6)	Some code cleanup.

Signed-off-by: Naresh Gottumukkala <bgottumukkala@emulex.com>
Signed-off-by: Roland Dreier <roland@purestorage.com>
diff --git a/drivers/infiniband/hw/ocrdma/ocrdma.h b/drivers/infiniband/hw/ocrdma/ocrdma.h
index e798837f..b451166 100644
--- a/drivers/infiniband/hw/ocrdma/ocrdma.h
+++ b/drivers/infiniband/hw/ocrdma/ocrdma.h
@@ -382,7 +382,7 @@
 static inline int ocrdma_get_num_posted_shift(struct ocrdma_qp *qp)
 {
 	return ((qp->dev->nic_info.dev_family == OCRDMA_GEN2_FAMILY &&
-		 qp->id < 64) ? 24 : 16);
+		 qp->id < 128) ? 24 : 16);
 }
 
 static inline int is_cqe_valid(struct ocrdma_cq *cq, struct ocrdma_cqe *cqe)
diff --git a/drivers/infiniband/hw/ocrdma/ocrdma_hw.c b/drivers/infiniband/hw/ocrdma/ocrdma_hw.c
index 97bb1ce..31fd3ff 100644
--- a/drivers/infiniband/hw/ocrdma/ocrdma_hw.c
+++ b/drivers/infiniband/hw/ocrdma/ocrdma_hw.c
@@ -259,6 +259,7 @@
 		err_num = -EAGAIN;
 		break;
 	case OCRDMA_MBX_CQE_STATUS_DMA_FAILED:
+	default:
 		err_num = -EIO;
 		break;
 	}
@@ -1340,8 +1341,6 @@
 	struct ocrdma_create_cq_rsp *rsp;
 	u32 hw_pages, cqe_size, page_size, cqe_count;
 
-	if (dpp_cq)
-		return -EINVAL;
 	if (entries > dev->attr.max_cqe) {
 		pr_err("%s(%d) max_cqe=0x%x, requester_cqe=0x%x\n",
 		       __func__, dev->id, dev->attr.max_cqe, entries);
@@ -1735,10 +1734,9 @@
 	u32 max_wqe_allocated;
 	u32 max_sges = attrs->cap.max_send_sge;
 
-	max_wqe_allocated = attrs->cap.max_send_wr;
-	/* need to allocate one extra to for GEN1 family */
-	if (dev->nic_info.dev_family != OCRDMA_GEN2_FAMILY)

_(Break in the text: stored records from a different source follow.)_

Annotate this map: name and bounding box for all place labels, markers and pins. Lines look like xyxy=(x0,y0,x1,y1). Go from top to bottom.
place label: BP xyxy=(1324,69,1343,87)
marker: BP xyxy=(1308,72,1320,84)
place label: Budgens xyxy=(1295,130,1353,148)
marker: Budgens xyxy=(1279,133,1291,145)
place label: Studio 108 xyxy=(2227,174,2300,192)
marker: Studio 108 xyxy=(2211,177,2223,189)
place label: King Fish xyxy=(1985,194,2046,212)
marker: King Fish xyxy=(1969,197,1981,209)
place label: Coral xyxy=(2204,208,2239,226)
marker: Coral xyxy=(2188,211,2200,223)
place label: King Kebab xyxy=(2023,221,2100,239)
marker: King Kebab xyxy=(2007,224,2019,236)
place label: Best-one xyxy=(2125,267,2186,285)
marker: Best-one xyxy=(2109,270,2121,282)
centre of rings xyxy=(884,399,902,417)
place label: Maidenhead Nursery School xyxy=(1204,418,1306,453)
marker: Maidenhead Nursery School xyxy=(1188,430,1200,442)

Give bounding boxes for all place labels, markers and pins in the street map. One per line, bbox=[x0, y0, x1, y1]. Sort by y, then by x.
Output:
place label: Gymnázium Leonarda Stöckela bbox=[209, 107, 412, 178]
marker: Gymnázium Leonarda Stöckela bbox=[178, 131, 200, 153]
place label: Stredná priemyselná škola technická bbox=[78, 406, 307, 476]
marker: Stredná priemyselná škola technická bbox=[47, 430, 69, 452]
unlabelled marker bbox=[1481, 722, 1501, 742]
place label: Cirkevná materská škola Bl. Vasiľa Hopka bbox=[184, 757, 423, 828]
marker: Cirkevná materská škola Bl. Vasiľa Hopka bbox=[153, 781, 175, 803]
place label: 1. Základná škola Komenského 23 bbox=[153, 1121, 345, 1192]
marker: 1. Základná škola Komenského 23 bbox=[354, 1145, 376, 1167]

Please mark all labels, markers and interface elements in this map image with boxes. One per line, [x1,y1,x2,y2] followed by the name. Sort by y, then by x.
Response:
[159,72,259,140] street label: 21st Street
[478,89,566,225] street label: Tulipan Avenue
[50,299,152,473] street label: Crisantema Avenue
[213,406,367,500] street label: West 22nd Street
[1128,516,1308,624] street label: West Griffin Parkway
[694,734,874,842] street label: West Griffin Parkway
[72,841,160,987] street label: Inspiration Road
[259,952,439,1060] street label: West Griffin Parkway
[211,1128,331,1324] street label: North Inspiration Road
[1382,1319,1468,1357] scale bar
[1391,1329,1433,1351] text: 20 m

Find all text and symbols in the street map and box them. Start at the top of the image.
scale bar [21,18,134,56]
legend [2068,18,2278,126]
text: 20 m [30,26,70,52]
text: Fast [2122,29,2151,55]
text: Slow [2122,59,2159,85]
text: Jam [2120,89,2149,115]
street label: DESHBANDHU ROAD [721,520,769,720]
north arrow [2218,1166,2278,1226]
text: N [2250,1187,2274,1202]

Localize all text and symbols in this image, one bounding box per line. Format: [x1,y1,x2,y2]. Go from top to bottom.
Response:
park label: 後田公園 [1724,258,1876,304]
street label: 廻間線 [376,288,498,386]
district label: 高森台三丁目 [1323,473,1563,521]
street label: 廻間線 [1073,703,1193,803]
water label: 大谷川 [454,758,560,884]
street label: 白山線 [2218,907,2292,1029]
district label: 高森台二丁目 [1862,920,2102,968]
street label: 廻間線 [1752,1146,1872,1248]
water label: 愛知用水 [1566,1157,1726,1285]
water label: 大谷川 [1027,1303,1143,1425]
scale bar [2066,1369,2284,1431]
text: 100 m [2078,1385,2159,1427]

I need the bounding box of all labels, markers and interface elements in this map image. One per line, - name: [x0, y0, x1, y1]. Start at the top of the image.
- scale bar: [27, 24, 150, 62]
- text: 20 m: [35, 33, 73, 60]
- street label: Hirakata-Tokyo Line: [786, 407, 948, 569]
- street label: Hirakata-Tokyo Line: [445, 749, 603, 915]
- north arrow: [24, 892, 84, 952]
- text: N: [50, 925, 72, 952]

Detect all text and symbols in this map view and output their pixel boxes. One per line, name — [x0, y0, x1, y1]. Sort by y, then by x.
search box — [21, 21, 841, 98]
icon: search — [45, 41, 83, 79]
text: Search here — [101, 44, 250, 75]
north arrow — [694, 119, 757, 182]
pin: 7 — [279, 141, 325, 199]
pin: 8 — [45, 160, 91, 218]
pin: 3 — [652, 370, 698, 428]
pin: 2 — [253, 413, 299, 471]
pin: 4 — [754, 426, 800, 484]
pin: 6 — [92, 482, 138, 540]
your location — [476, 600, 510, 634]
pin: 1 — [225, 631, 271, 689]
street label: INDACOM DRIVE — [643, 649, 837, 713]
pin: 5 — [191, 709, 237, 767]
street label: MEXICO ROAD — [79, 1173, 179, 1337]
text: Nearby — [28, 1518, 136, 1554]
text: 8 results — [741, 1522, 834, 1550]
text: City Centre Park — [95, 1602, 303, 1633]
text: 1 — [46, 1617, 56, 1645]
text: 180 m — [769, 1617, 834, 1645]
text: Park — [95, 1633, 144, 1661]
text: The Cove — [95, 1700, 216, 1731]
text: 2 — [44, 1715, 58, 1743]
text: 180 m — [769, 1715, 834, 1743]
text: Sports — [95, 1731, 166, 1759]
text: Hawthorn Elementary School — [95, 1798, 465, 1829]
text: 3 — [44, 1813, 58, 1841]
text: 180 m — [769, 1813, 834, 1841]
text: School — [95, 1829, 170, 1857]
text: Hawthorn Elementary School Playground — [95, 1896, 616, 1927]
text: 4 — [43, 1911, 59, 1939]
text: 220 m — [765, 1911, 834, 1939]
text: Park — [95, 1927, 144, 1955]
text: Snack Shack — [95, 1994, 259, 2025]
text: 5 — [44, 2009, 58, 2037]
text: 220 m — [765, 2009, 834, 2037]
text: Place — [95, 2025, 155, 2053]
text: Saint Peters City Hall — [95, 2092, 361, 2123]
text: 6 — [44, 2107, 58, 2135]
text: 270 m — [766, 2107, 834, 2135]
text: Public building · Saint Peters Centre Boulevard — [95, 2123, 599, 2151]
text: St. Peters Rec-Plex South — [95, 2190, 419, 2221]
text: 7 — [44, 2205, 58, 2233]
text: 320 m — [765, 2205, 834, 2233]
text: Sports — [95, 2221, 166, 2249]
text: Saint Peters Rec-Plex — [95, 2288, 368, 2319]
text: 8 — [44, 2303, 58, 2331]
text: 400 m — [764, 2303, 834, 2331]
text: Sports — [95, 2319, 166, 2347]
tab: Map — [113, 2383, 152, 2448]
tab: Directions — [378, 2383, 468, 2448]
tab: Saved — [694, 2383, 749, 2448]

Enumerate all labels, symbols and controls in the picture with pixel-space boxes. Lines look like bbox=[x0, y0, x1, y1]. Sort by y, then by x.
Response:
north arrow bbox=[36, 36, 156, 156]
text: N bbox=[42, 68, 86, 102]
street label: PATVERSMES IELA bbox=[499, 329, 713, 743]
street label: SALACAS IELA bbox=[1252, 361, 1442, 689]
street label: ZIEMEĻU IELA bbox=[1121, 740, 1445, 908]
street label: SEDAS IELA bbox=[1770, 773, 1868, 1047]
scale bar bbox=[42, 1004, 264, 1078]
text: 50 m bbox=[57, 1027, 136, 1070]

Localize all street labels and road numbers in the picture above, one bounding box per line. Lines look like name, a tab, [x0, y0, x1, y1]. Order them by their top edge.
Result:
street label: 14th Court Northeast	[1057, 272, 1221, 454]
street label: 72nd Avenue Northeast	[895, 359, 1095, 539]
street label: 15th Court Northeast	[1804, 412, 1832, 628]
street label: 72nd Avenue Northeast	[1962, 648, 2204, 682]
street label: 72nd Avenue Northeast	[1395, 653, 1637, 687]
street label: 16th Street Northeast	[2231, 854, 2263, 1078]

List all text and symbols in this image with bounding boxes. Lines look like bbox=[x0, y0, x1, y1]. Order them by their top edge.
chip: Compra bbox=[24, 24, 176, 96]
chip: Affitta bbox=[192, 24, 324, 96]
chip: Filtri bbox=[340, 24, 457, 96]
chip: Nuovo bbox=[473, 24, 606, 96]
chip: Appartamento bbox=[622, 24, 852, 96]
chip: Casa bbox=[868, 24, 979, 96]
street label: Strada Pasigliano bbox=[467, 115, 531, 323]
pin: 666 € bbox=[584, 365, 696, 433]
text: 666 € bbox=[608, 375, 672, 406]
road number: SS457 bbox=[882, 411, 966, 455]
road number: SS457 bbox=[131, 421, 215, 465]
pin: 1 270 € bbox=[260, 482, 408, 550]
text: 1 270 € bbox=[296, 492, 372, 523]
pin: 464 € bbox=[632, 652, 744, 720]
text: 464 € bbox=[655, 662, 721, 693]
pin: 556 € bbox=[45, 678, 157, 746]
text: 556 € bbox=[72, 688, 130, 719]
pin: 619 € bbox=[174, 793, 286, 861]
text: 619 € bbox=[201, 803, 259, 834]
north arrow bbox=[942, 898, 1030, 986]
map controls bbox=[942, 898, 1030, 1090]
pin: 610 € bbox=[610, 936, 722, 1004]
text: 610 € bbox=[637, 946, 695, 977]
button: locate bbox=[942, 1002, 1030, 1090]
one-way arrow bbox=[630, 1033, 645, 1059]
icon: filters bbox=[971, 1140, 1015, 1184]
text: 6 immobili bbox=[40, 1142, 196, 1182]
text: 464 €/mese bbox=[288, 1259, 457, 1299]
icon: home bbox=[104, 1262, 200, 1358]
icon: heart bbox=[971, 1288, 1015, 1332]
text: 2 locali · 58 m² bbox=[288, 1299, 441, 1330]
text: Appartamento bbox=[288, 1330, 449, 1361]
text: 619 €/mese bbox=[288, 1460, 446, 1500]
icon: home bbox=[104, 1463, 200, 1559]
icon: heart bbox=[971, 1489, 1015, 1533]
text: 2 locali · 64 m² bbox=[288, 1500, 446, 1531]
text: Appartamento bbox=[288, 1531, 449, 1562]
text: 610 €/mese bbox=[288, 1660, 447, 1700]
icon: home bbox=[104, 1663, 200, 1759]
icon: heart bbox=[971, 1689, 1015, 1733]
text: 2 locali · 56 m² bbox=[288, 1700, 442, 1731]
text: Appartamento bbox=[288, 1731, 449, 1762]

-		max_wqe_allocated += 1;
+	/* QP1 may exceed 127 */
+	max_wqe_allocated = min_t(int, attrs->cap.max_send_wr + 1,
+				dev->attr.max_wqe);
 
 	status = ocrdma_build_q_conf(&max_wqe_allocated,
 		dev->attr.wqe_size, &hw_pages, &hw_page_size);
@@ -1850,6 +1848,8 @@
 	dma_addr_t pa = 0;
 	int ird_page_size = dev->attr.ird_page_size;
 	int ird_q_len = dev->attr.num_ird_pages * ird_page_size;
+	struct ocrdma_hdr_wqe *rqe;
+	int i  = 0;
 
 	if (dev->attr.ird == 0)
 		return 0;
@@ -1861,6 +1861,15 @@
 	memset(qp->ird_q_va, 0, ird_q_len);
 	ocrdma_build_q_pages(&cmd->ird_addr[0], dev->attr.num_ird_pages,
 			     pa, ird_page_size);
+	for (; i < ird_q_len / dev->attr.rqe_size; i++) {
+		rqe = (struct ocrdma_hdr_wqe *)(qp->ird_q_va +
+			(i * dev->attr.rqe_size));
+		rqe->cw = 0;
+		rqe->cw |= 2;
+		rqe->cw |= (OCRDMA_TYPE_LKEY << OCRDMA_WQE_TYPE_SHIFT);
+		rqe->cw |= (8 << OCRDMA_WQE_SIZE_SHIFT);
+		rqe->cw |= (8 << OCRDMA_WQE_NXT_WQE_SIZE_SHIFT);
+	}
 	return 0;
 }
 
diff --git a/drivers/infiniband/hw/ocrdma/ocrdma_verbs.c b/drivers/infiniband/hw/ocrdma/ocrdma_verbs.c
index 5f68dff..278b33b 100644
--- a/drivers/infiniband/hw/ocrdma/ocrdma_verbs.c
+++ b/drivers/infiniband/hw/ocrdma/ocrdma_verbs.c
@@ -186,7 +186,7 @@
 
 	mutex_lock(&uctx->mm_list_lock);
 	list_for_each_entry_safe(mm, tmp, &uctx->mm_head, entry) {
-		if (len != mm->key.len || phy_addr != mm->key.phy_addr)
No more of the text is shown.